#### PROBLEM
Retype the listing that follows without a single change.

= = = =

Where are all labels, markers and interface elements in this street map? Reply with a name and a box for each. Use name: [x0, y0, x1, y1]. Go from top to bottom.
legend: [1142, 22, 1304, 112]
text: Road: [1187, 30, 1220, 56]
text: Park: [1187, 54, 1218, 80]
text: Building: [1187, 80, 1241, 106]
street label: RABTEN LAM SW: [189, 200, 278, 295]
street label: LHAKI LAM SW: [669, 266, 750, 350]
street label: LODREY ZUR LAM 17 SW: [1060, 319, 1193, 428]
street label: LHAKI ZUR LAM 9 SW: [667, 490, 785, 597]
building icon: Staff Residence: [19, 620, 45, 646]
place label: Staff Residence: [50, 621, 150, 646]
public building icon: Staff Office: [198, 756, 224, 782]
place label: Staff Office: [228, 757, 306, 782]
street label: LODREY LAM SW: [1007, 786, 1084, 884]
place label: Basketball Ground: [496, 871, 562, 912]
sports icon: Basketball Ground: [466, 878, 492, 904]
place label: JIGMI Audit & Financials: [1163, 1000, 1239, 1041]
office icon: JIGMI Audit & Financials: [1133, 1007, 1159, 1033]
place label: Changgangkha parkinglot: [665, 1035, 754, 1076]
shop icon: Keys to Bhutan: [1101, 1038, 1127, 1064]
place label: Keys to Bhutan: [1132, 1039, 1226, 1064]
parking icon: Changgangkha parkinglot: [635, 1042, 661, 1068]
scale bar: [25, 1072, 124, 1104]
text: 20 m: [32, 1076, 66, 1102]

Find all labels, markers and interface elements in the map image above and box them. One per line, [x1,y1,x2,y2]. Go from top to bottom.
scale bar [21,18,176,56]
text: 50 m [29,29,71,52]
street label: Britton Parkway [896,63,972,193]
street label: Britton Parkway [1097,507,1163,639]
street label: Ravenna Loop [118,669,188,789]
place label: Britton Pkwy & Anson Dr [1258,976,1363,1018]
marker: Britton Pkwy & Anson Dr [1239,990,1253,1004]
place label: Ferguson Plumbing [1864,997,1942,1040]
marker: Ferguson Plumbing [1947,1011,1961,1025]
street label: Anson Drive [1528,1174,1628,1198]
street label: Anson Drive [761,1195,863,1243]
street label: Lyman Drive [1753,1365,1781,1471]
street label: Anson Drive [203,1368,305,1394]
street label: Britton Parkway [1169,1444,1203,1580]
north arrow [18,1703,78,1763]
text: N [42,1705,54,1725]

= = = =

#### ANSWER SPACE
Where are all labels, markers and interface elements in this street map? Reply with a name and a box for each. Use name: [x0, y0, x1, y1]. Go from top to bottom.
legend: [1142, 22, 1304, 112]
text: Road: [1187, 30, 1220, 56]
text: Park: [1187, 54, 1218, 80]
text: Building: [1187, 80, 1241, 106]
street label: RABTEN LAM SW: [189, 200, 278, 295]
street label: LHAKI LAM SW: [669, 266, 750, 350]
street label: LODREY ZUR LAM 17 SW: [1060, 319, 1193, 428]
street label: LHAKI ZUR LAM 9 SW: [667, 490, 785, 597]
building icon: Staff Residence: [19, 620, 45, 646]
place label: Staff Residence: [50, 621, 150, 646]
public building icon: Staff Office: [198, 756, 224, 782]
place label: Staff Office: [228, 757, 306, 782]
street label: LODREY LAM SW: [1007, 786, 1084, 884]
place label: Basketball Ground: [496, 871, 562, 912]
sports icon: Basketball Ground: [466, 878, 492, 904]
place label: JIGMI Audit & Financials: [1163, 1000, 1239, 1041]
office icon: JIGMI Audit & Financials: [1133, 1007, 1159, 1033]
place label: Changgangkha parkinglot: [665, 1035, 754, 1076]
shop icon: Keys to Bhutan: [1101, 1038, 1127, 1064]
place label: Keys to Bhutan: [1132, 1039, 1226, 1064]
parking icon: Changgangkha parkinglot: [635, 1042, 661, 1068]
scale bar: [25, 1072, 124, 1104]
text: 20 m: [32, 1076, 66, 1102]

Find all labels, markers and interface elements in the map image above and box them. One per line, [x1,y1,x2,y2]. Go from top to bottom.
scale bar [21,18,176,56]
text: 50 m [29,29,71,52]
street label: Britton Parkway [896,63,972,193]
street label: Britton Parkway [1097,507,1163,639]
street label: Ravenna Loop [118,669,188,789]
place label: Britton Pkwy & Anson Dr [1258,976,1363,1018]
marker: Britton Pkwy & Anson Dr [1239,990,1253,1004]
place label: Ferguson Plumbing [1864,997,1942,1040]
marker: Ferguson Plumbing [1947,1011,1961,1025]
street label: Anson Drive [1528,1174,1628,1198]
street label: Anson Drive [761,1195,863,1243]
street label: Lyman Drive [1753,1365,1781,1471]
street label: Anson Drive [203,1368,305,1394]
street label: Britton Parkway [1169,1444,1203,1580]
north arrow [18,1703,78,1763]
text: N [42,1705,54,1725]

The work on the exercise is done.